When I started Junior High, I didn’t know anyone. I had gone to a French Immersion school that wasn’t in my district, and I decided that I didn’t want to continue with the French Immersion stream, so I went to the junior high in our area. I remember sitting in the gym on the first day of school during our orientation, or whatever it was, and feeling pretty out-of-place. Most people there were with their friends from Elementary, and I wasn’t sure how I would ever fit in with that. I hadn’t had a great experience in elementary though, so faces I didn’t recognize wasn’t such a bad thing. I just wanted somewhere to belong.
On the first day, I made a friend. And then by the end of the week I made more. I honestly can’t remember how I became friends with others, it just sort of happened. I was close with one girl in my home room, and she was friends with someone else, so they became my friend too, and it just grew from there. By the end of grade nine, I had my core group of friends that saw me through those awkward teenage years. Being teenaged girls, we had a few dramatic moments, but for the most part, those issues were caused by those outside that core group. By the time we started high school, we were all closer than ever. A few went to a different school, but the ones that I went to high school with were the best friends I could have asked for. We weren’t popular, but that didn’t matter. We did our own thing, and kind of flew under the radar, I guess.
Looking back on my high school days, there are far more good memories than bad. They certainly weren’t the best days of my life, but they were good. I know that the only reason that I had a good high school experience was because of the friends that I had. I was kind of dorky and actually liked school, but when I think about those formative years, I don’t think about the essays and the tests (besides my grade ten English class, because that’s when I decided to become a writer), I think about moments spent in the hallway by our lockers, mornings and afternoons spent singing in Concert Choir, looking for our crushes and gushing about that one time they talked to us in class.
After high school, most of us went our separate ways. Some moved to different cities, some went to university, some to jobs. That first year after high school ended, we made a solid effort to keep in touch. And then life happened, and we didn’t keep in touch so much any more. Fast forward to a week and a half ago, when we got together for dinner one night. I was nervous about it at first, because it’s been at least eight years since I’d seen some, and I never know how those reunions will go. I’m a classic over-thinker (as my husband can attest to), and I was scared that our time apart would have dulled our friendships, and make for an awkward evening.

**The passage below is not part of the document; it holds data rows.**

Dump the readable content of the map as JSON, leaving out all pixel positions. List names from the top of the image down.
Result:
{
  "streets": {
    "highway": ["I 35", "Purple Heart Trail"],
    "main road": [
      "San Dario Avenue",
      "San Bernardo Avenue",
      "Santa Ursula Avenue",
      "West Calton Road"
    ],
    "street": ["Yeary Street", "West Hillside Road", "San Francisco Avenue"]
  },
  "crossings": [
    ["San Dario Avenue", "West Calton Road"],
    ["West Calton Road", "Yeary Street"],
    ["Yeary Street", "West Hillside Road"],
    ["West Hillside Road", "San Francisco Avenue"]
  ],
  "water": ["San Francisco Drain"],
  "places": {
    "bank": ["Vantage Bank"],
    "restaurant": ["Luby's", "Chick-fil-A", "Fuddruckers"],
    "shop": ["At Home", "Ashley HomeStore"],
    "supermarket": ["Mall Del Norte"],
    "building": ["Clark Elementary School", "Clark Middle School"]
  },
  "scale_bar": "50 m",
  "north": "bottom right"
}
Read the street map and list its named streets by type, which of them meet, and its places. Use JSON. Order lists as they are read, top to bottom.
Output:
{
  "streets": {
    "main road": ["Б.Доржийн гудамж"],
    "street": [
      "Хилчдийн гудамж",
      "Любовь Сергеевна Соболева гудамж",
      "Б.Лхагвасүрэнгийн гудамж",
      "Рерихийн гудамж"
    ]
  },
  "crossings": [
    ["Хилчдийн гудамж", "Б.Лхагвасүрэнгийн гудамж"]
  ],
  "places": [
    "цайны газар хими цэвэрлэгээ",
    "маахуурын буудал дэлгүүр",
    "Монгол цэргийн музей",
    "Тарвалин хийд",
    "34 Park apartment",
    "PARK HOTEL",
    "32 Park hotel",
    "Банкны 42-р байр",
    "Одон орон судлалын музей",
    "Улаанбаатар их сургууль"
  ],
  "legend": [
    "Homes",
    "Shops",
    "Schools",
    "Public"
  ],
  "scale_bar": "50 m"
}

I am so glad to say that my over thinking and worrying was needless. It was so nice to see everyone again, and be reminded of so many fun times, and other people who had been long forgotten. It was as if no time had passed. I’m sure that we annoyed many around us with our fits of laughter, but there’s no way I’ll apologize for that. It did my heart and soul good to be around the girls who were there for me in my formative years, and helped to make me the woman I am today. Afterwards, I kept thinking about a song from Wicked that described exactly how I felt about these six girls — “people come into our lives for a reason bringing something we must learn and we are led to those who help us most to grow”. I feel so blessed to have had such a great squad through difficult teenage years, and that even after all this time, we’re still friends. Thanks for all the great times and laughs over the last 15 years, girls! Let’s not wait another 9 years to get together again! “Because I knew you, I have been changed for good.”